WHAT YOU SHOULD DO
Read the records beneath this task and copy every line that contains the string "canvas".

--- --- ---

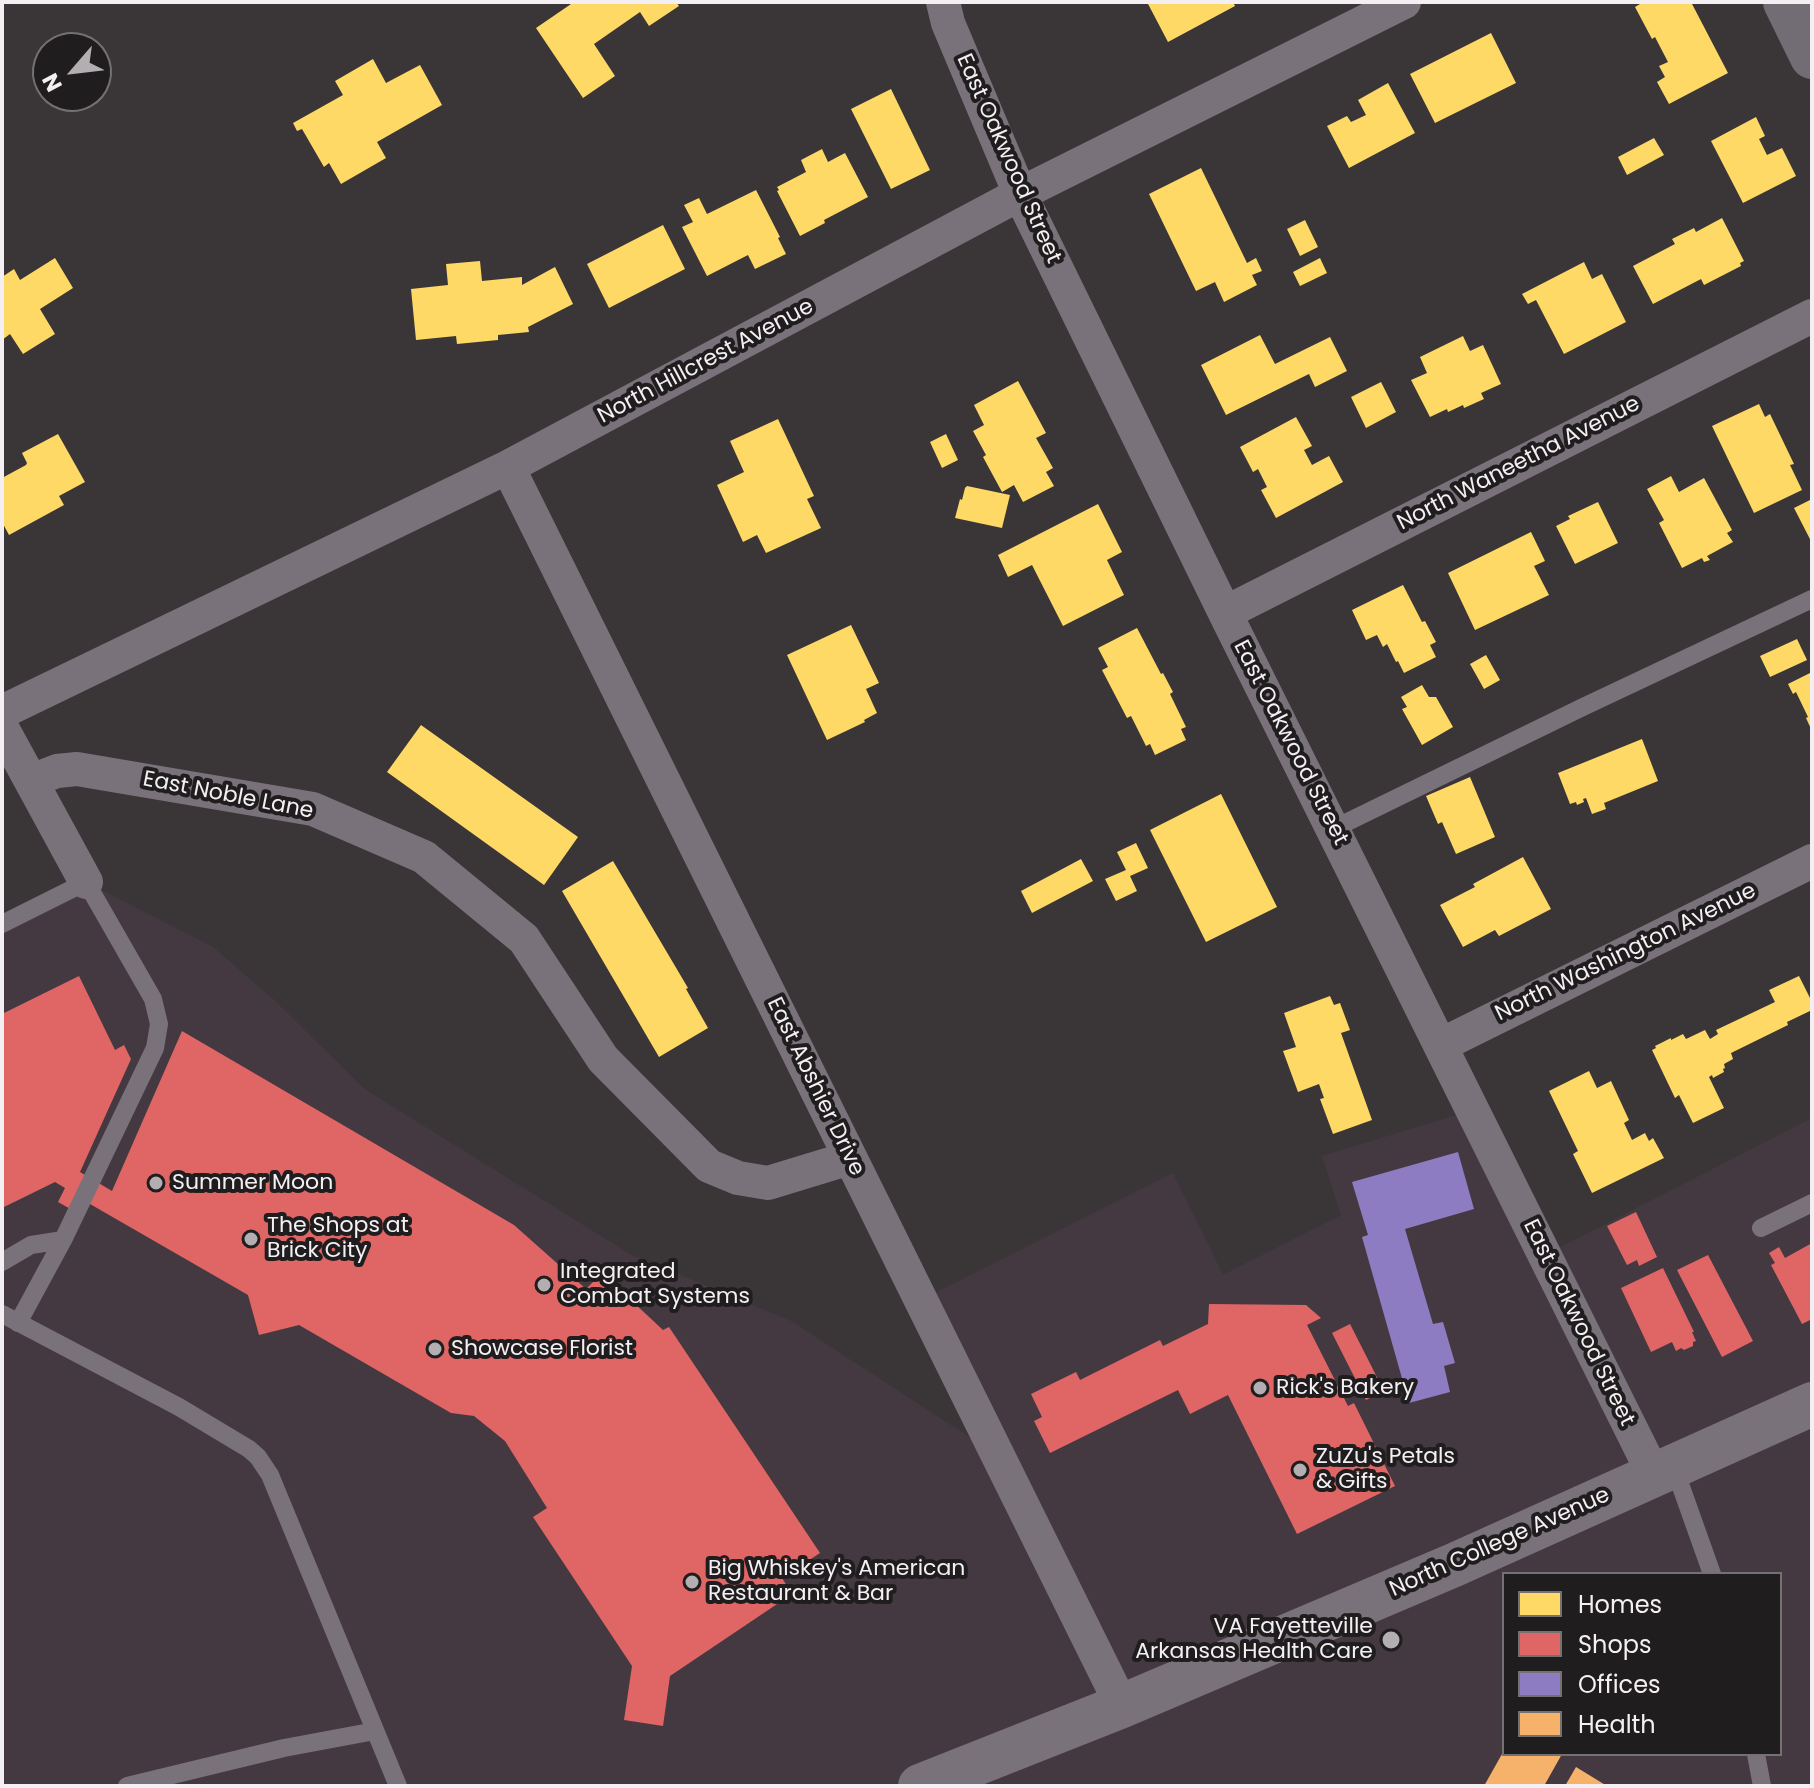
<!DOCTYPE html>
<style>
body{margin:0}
#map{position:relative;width:1814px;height:1788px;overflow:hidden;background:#3a3638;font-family:Poppins,sans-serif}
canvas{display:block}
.frame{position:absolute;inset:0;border:4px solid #f4eff2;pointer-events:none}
.legend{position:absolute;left:1502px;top:1572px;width:280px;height:184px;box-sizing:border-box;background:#201d1f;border:2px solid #757173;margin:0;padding:10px 14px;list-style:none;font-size:24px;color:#f4eff2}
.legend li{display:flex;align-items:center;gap:16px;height:40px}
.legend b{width:40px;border:2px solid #757173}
.north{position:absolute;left:32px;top:32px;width:80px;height:80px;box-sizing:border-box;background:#201d1f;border:2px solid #757173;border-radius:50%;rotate:242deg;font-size:22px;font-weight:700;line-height:32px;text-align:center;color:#f4eff2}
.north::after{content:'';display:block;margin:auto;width:28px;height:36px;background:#b3aeb1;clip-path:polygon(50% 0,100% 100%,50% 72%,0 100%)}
</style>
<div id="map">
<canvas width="1814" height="1788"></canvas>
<div class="frame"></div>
<ul class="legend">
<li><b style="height:22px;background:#ffd966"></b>Homes</li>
<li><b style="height:22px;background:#e06666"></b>Shops</li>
<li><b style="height:22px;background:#8e7cc3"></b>Offices</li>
<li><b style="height:22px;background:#f6b26b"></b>Health</li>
</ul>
<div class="north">N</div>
</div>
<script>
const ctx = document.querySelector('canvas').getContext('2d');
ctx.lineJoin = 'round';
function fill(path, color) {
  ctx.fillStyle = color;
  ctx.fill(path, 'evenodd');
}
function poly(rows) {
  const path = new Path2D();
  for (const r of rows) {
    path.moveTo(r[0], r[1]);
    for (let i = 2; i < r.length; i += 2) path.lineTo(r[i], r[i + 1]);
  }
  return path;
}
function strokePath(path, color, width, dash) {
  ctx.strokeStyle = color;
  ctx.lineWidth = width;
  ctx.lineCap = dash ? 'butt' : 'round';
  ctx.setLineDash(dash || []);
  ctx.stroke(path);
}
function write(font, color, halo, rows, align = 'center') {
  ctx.font = font + ' Poppins,sans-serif';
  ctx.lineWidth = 8;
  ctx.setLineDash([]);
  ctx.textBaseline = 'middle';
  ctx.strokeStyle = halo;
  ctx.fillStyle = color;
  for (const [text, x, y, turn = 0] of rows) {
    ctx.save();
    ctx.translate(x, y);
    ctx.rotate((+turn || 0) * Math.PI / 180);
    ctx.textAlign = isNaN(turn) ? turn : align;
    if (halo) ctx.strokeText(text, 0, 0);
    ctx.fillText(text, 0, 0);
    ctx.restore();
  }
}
fill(poly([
 [86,882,213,947,272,998,366,1090,630,1254,791,1321,997,1455,921,1300,1173,1173,1223,1275,1341,1215,1322,1156,1473,1110,1545,1255,1812,1118,1812,1786,2,1786,2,924],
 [1504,1574,1780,1574,1780,1754,1504,1754]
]), '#443941');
fill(poly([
 [574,2,676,2,679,6,649,26,640,12,594,44,615,76,583,98,536,28],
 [1147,2,1233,2,1235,6,1168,42],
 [1639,2,1691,2,1728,73,1669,104,1657,82,1665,77,1659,66,1668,62,1655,37,1652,39,1635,7,1640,4],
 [1491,33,1516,83,1435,123,1410,74],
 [373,59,386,83,420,65,442,105,377,142,386,158,341,184,329,163,324,167,302,129,297,131,293,123,343,95,335,81],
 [1388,83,1415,133,1349,168,1327,126,1347,116,1351,122,1366,115,1358,100],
 [891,89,930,170,891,189,851,109],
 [1756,117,1765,136,1759,139,1767,155,1782,148,1796,176,1743,203,1711,141],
 [1654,138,1664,155,1627,175,1618,157],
 [822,149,828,162,845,153,868,197,824,220,825,223,800,236,777,191,779,190,777,187,806,172,801,160],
 [1201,168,1247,263,1256,258,1262,271,1252,275,1257,285,1224,302,1215,282,1196,291,1149,194],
 [756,190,780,237,778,238,786,254,755,269,748,255,707,276,682,227,693,222,684,205,699,198,707,214],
 [1722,218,1744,261,1740,263,1741,266,1704,285,1701,279,1653,304,1633,266,1675,244,1672,239,1694,228,1696,232],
 [1305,220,1318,247,1300,256,1287,229],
 [663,225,685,269,609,308,587,264],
 [55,258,73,288,40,309,55,334,23,354,10,334,2,340,2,277,14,269,20,280],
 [1320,258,1327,273,1300,286,1293,272],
 [480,261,482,281,522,277,522,285,555,267,573,304,528,327,529,332,498,335,498,340,457,344,456,336,416,340,411,289,448,285,446,264],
 [1584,262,1592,279,1602,274,1626,322,1564,354,1536,300,1528,304,1522,294],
 [1260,335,1275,364,1330,337,1347,371,1315,387,1309,374,1226,415,1201,365],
 [1463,336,1470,351,1483,345,1501,384,1481,393,1484,399,1464,408,1463,405,1448,412,1447,409,1430,417,1411,380,1427,373,1420,357],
 [1018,381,1046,433,1036,438,1053,468,1046,472,1054,486,1023,502,1014,485,1002,492,983,457,986,455,973,431,984,425,974,405],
 [1381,382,1396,412,1366,428,1351,397],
 [1759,404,1765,417,1770,414,1794,464,1790,465,1802,490,1754,513,1712,426],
 [1296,417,1312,446,1304,450,1312,465,1329,456,1343,482,1276,518,1261,490,1267,487,1258,469,1253,472,1240,447],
 [778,419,814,496,807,499,821,528,766,553,757,535,743,542,717,485,744,472,730,441],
 [58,434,85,482,59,496,64,505,9,535,2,522,2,478,26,465,27,463,22,453],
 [946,434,958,460,942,468,930,442],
 [1671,476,1679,492,1704,478,1732,530,1727,533,1733,542,1707,556,1710,560,1704,562,1702,558,1682,568,1659,523,1664,520,1647,489],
 [967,486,1010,495,1002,528,955,518,960,499,962,500,965,488],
 [1812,499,1812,543,1794,508],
 [1598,502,1618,543,1575,564,1556,526,1570,519,1568,516],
 [1098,504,1122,552,1107,560,1124,595,1063,626,1032,565,1008,577,998,555],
 [1531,532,1545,561,1534,566,1549,595,1475,630,1448,573],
 [1403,585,1422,622,1425,621,1436,642,1430,645,1436,657,1404,673,1398,661,1396,662,1387,644,1383,647,1377,635,1366,640,1352,610],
 [851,625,879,683,866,689,877,713,864,720,865,722,827,740,787,655],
 [1137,628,1161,674,1163,673,1173,692,1170,694,1186,727,1181,729,1186,740,1155,755,1150,744,1146,746,1131,716,1127,718,1102,670,1108,667,1098,648],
 [1797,639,1807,660,1770,677,1760,656],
 [1486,655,1500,680,1484,689,1470,664],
 [1812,672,1812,731,1806,718,1808,717,1796,692,1793,694,1788,684],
 [1422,685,1429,697,1436,697,1453,727,1422,745,1402,709,1407,707,1401,697],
 [421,725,578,837,544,885,387,772],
 [1642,739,1658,781,1604,803,1606,809,1592,814,1586,798,1583,799,1584,802,1577,805,1576,802,1570,804,1558,773],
 [1470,777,1495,837,1456,854,1442,822,1438,824,1426,796],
 [1221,794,1277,907,1206,942,1150,830],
 [1136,843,1148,868,1130,876,1137,891,1116,901,1105,879,1126,870,1117,852],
 [1523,857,1551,909,1499,936,1495,930,1463,947,1440,905,1475,887,1473,884],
 [1081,859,1093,881,1032,913,1021,891],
 [613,861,688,988,686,989,708,1028,659,1057,562,891],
 [1799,976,1812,1002,1812,1010,1787,1022,1788,1025,1731,1053,1733,1059,1724,1064,1725,1068,1723,1069,1724,1072,1713,1078,1712,1075,1709,1077,1724,1108,1693,1123,1679,1095,1675,1098,1652,1050,1656,1048,1655,1046,1671,1038,1671,1040,1683,1034,1686,1039,1705,1030,1710,1039,1718,1034,1716,1030,1775,1002,1769,990],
 [1330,996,1334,1005,1340,1003,1350,1030,1341,1033,1372,1120,1333,1134,1320,1099,1324,1098,1319,1084,1298,1092,1283,1051,1296,1047,1284,1013],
 [1589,1071,1597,1088,1611,1081,1629,1120,1624,1123,1632,1140,1645,1133,1649,1141,1653,1138,1664,1158,1592,1193,1573,1154,1578,1151,1549,1091]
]), '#ffd966');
fill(poly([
 [79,976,115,1050,124,1045,131,1059,80,1172,112,1191,182,1031,514,1225,586,1289,602,1273,663,1330,669,1327,820,1553,782,1578,792,1594,670,1676,663,1726,624,1720,632,1666,533,1517,547,1508,505,1441,474,1416,451,1413,299,1325,259,1335,248,1295,90,1204,83,1216,58,1202,65,1188,55,1182,2,1208,2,1014],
 [1636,1212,1657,1257,1639,1266,1637,1260,1627,1265,1607,1226],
 [1812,1243,1812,1319,1802,1324,1771,1265,1775,1263,1769,1253,1779,1247,1785,1258],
 [1708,1255,1753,1341,1722,1357,1677,1270],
 [1663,1268,1694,1332,1692,1332,1696,1341,1693,1342,1693,1346,1684,1350,1681,1348,1676,1351,1672,1342,1651,1352,1621,1288],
 [1209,1304,1306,1305,1321,1318,1307,1325,1348,1406,1354,1403,1395,1486,1297,1534,1228,1395,1190,1414,1178,1390,1050,1453,1034,1421,1042,1417,1031,1394,1076,1372,1080,1380,1160,1340,1163,1346,1208,1324],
 [1350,1324,1384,1391,1366,1400,1332,1333]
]), '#e06666');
fill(poly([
 [1458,1152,1474,1209,1405,1229,1433,1324,1443,1322,1455,1363,1444,1366,1450,1392,1409,1403,1362,1237,1368,1235,1352,1182]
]), '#8e7cc3');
fill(poly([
 [1502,1754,1562,1754,1544,1786,1484,1786],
 [1576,1767,1607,1786,1565,1786]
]), '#f6b26b');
strokePath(poly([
 [1333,829,1583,707,1812,599],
 [2,924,86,882,153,999,159,1024,155,1048,63,1240,18,1323],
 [1761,1228,1812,1203],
 [2,1262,31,1245,63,1240],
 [2,1314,179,1407,249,1449,258,1457,270,1475,398,1786],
 [1674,1467,1712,1574],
 [1756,1754,1762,1786],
 [127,1786,284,1748,375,1731]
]), '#7a727b', 18);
strokePath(poly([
 [943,2,948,23,1020,194,1225,613,1654,1475],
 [508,467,1122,1706],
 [1225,613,1812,316],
 [2,712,508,467,1020,194,1404,2],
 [2,728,86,882],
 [31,781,57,771,77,769,313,809,424,857,524,939,603,1059,709,1166,738,1178,768,1183,850,1158],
 [1441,1045,1812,861]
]), '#7a727b', 34);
strokePath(poly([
 [1785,2,1812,57]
]), '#726c74', 44);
strokePath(poly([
 [920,1786,1122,1706,1454,1565,1812,1404]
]), '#7a727a', 44);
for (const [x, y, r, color] of [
 [156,1183,8,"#b3aeb1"],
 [251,1239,8,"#b3aeb1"],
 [544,1285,8,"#b3aeb1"],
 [435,1349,8,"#b3aeb1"],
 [1260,1388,8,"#b3aeb1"],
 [1300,1470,8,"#b3aeb1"],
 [692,1582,8,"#b3aeb1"],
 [1391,1640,10,"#b3aeb1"]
]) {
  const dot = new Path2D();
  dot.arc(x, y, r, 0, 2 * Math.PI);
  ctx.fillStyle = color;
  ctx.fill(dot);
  strokePath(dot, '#201d1f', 3);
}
write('22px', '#f4eff2', '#201d1f', [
 ["East Oakwood Street",1008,159,66],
 ["North Hillcrest Avenue",706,362,-28],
 ["North Waneetha Avenue",1519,464,-27],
 ["East Oakwood Street",1290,743,63],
 ["East Noble Lane",228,796,11],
 ["North Washington Avenue",1626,953,-26],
 ["East Abshier Drive",815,1087,64],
 ["East Oakwood Street",1578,1323,64],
 ["North College Avenue",1500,1543,-24]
]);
write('22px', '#f4eff2', '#201d1f', [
 ["Summer Moon",172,1183],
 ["The Shops at",267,1226],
 ["Brick City",267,1251],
 ["Integrated",560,1272],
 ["Combat Systems",560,1297],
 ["Showcase Florist",451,1349],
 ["Rick's Bakery",1276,1388],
 ["ZuZu's Petals",1316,1457],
 ["& Gifts",1316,1482],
 ["Big Whiskey's American",708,1569],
 ["Restaurant & Bar",708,1594],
 ["VA Fayetteville",1373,1627,"right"],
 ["Arkansas Health Care",1373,1652,"right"]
], 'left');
</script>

--- --- ---

COMPLETED TASK
canvas{display:block}
<canvas width="1814" height="1788"></canvas>
const ctx = document.querySelector('canvas').getContext('2d');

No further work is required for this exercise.